(Dataset excerpts)

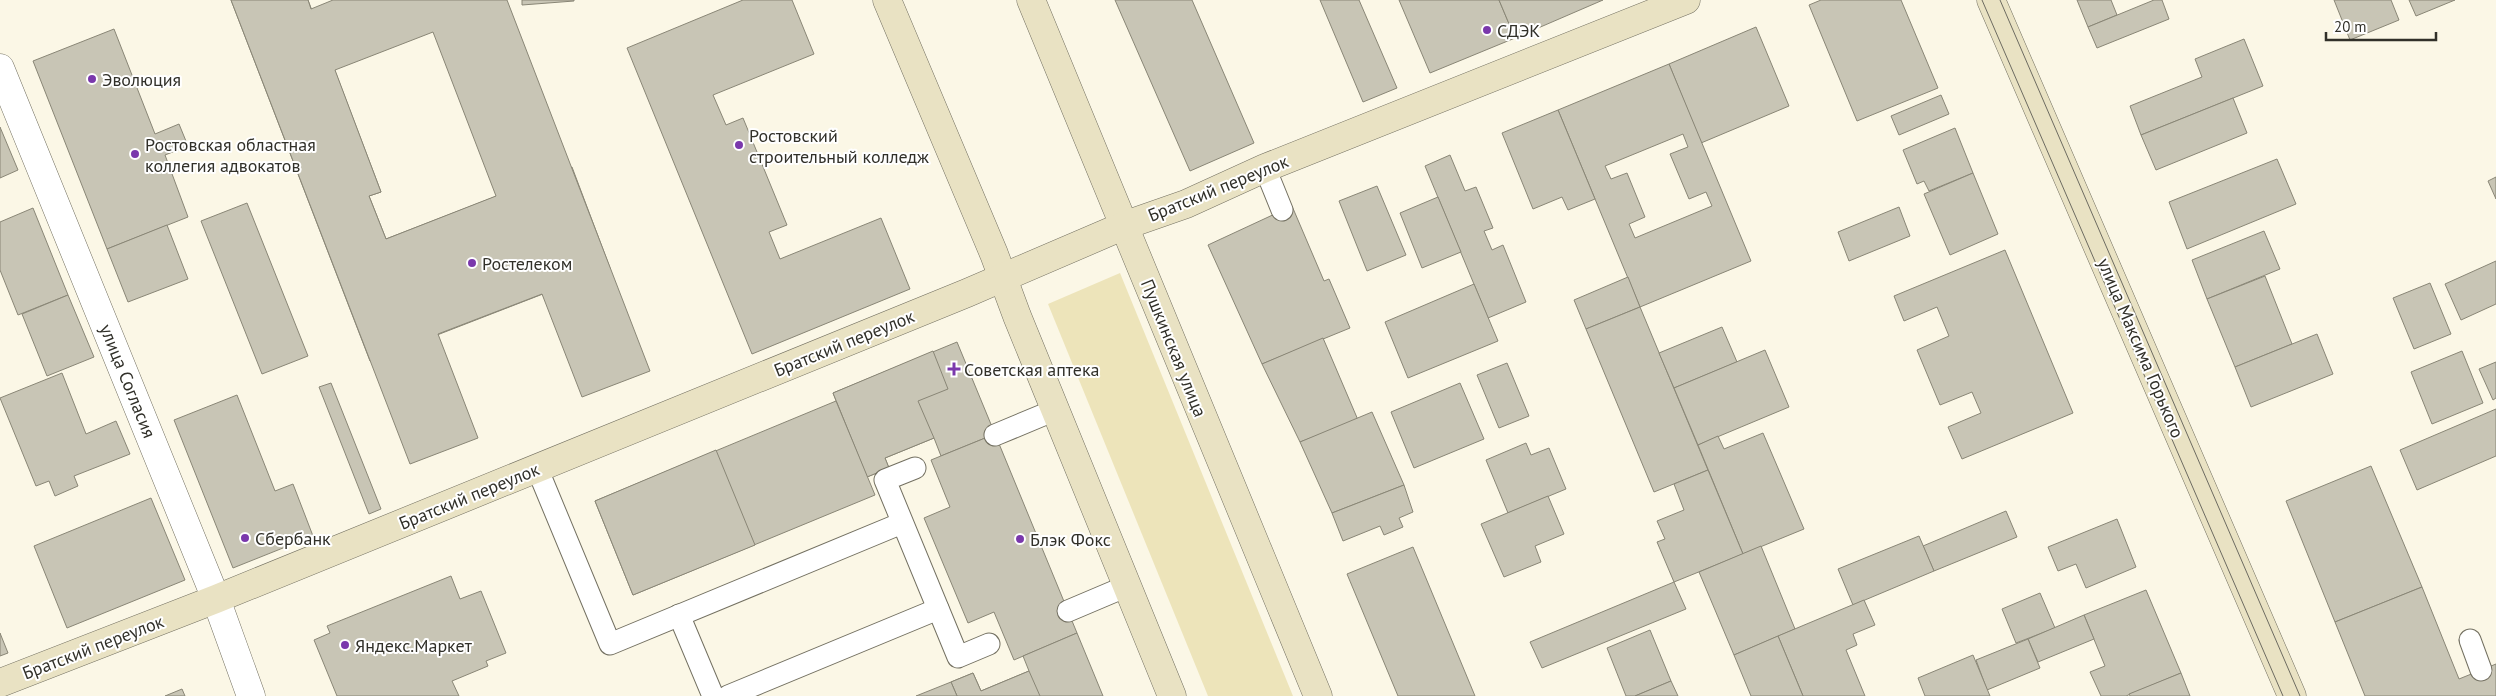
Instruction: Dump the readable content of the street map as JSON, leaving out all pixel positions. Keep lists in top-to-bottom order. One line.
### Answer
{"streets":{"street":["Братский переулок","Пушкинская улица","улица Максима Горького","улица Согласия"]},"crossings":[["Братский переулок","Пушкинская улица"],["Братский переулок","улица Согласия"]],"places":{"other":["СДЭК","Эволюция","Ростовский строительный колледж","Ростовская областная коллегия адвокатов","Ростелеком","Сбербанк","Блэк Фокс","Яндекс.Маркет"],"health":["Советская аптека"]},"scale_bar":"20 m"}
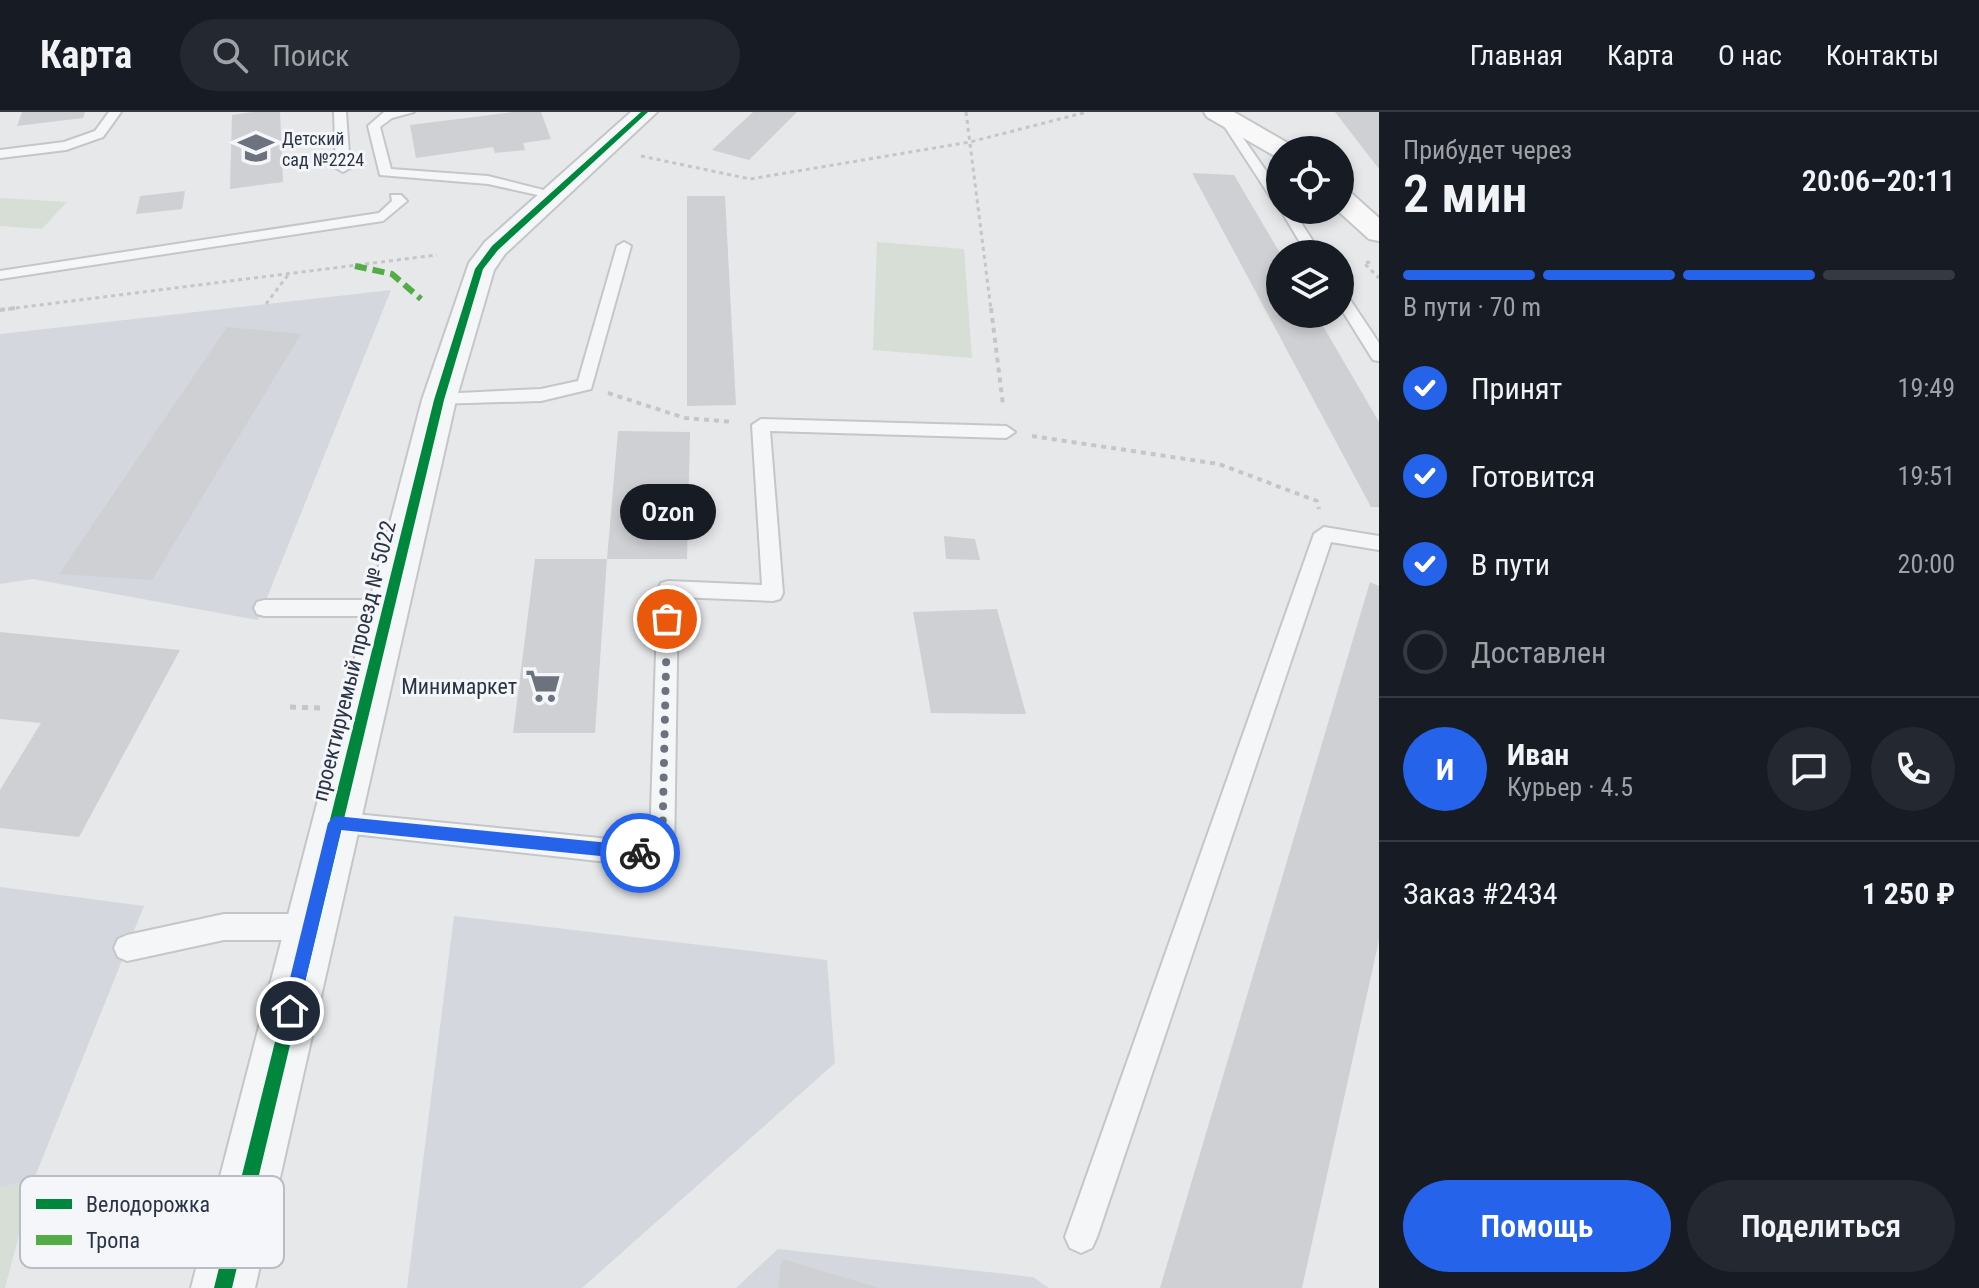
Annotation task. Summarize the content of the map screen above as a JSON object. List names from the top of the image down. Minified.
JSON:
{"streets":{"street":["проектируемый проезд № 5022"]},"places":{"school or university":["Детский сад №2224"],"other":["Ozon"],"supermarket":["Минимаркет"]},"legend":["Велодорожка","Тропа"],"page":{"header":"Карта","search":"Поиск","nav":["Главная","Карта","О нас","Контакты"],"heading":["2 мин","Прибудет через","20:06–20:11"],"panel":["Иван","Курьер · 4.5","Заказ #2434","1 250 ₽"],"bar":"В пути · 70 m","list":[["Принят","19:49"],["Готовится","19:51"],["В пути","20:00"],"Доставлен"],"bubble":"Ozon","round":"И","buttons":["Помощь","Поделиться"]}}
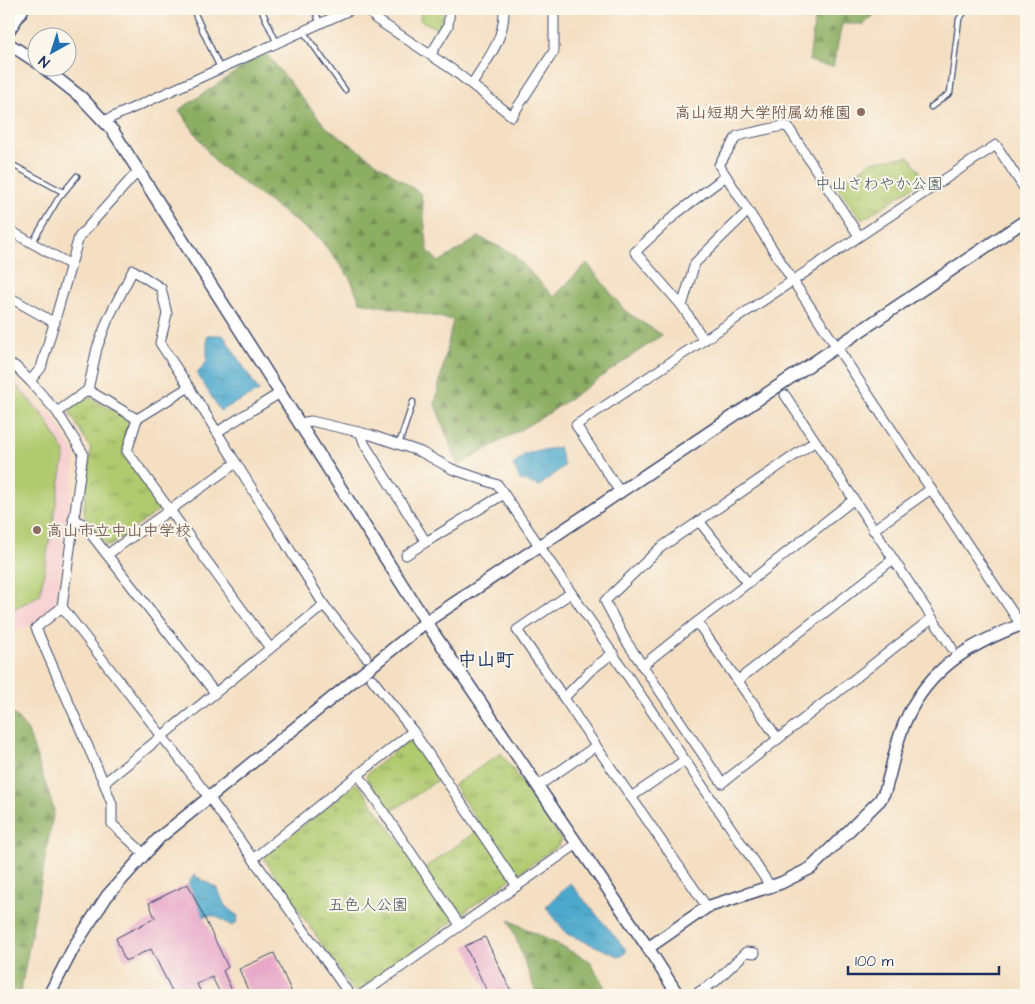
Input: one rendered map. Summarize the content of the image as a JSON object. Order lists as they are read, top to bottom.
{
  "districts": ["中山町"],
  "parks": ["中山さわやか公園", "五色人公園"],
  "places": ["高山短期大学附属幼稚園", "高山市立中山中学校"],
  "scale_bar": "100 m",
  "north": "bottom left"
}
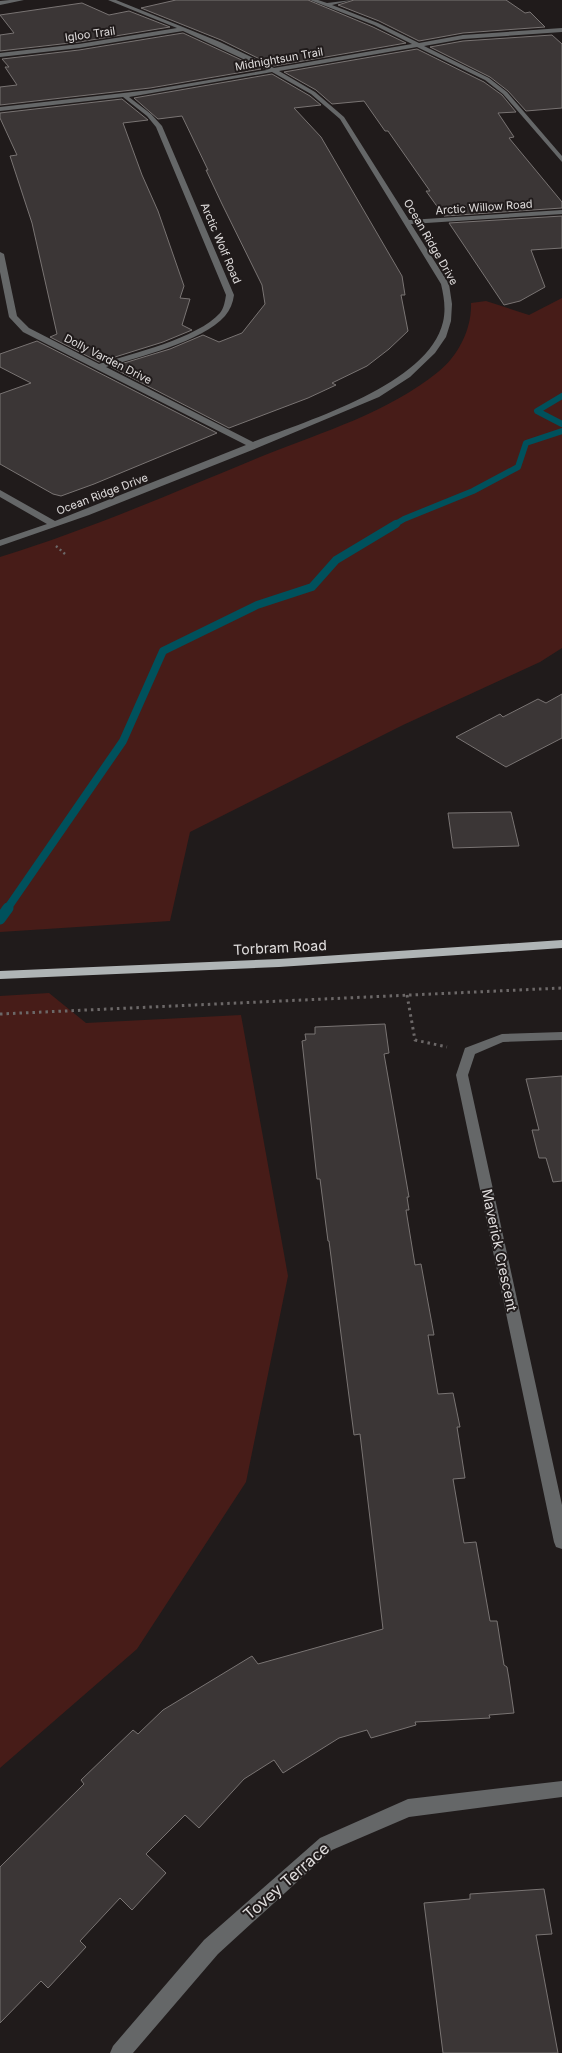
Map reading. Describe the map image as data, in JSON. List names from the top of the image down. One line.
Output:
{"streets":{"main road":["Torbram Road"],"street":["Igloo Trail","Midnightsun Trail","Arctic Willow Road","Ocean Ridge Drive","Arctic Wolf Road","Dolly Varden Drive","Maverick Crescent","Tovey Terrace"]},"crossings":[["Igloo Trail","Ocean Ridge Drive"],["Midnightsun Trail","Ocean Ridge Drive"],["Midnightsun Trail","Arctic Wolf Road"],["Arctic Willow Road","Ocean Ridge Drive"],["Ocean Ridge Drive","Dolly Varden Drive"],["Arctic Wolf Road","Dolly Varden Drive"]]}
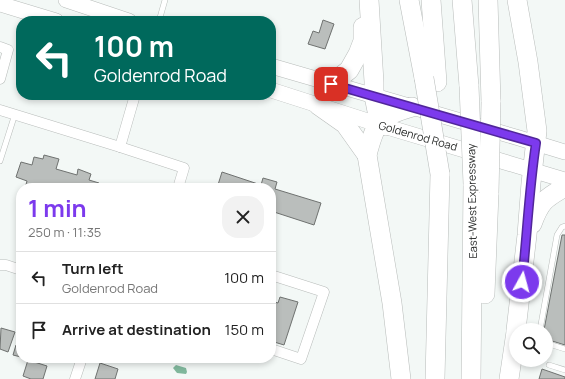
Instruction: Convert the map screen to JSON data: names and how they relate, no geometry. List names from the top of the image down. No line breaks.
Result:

(End Dataset excerpts)

Task instructions. Respond with only the number of lines above that include the string "screen".

Output below. 2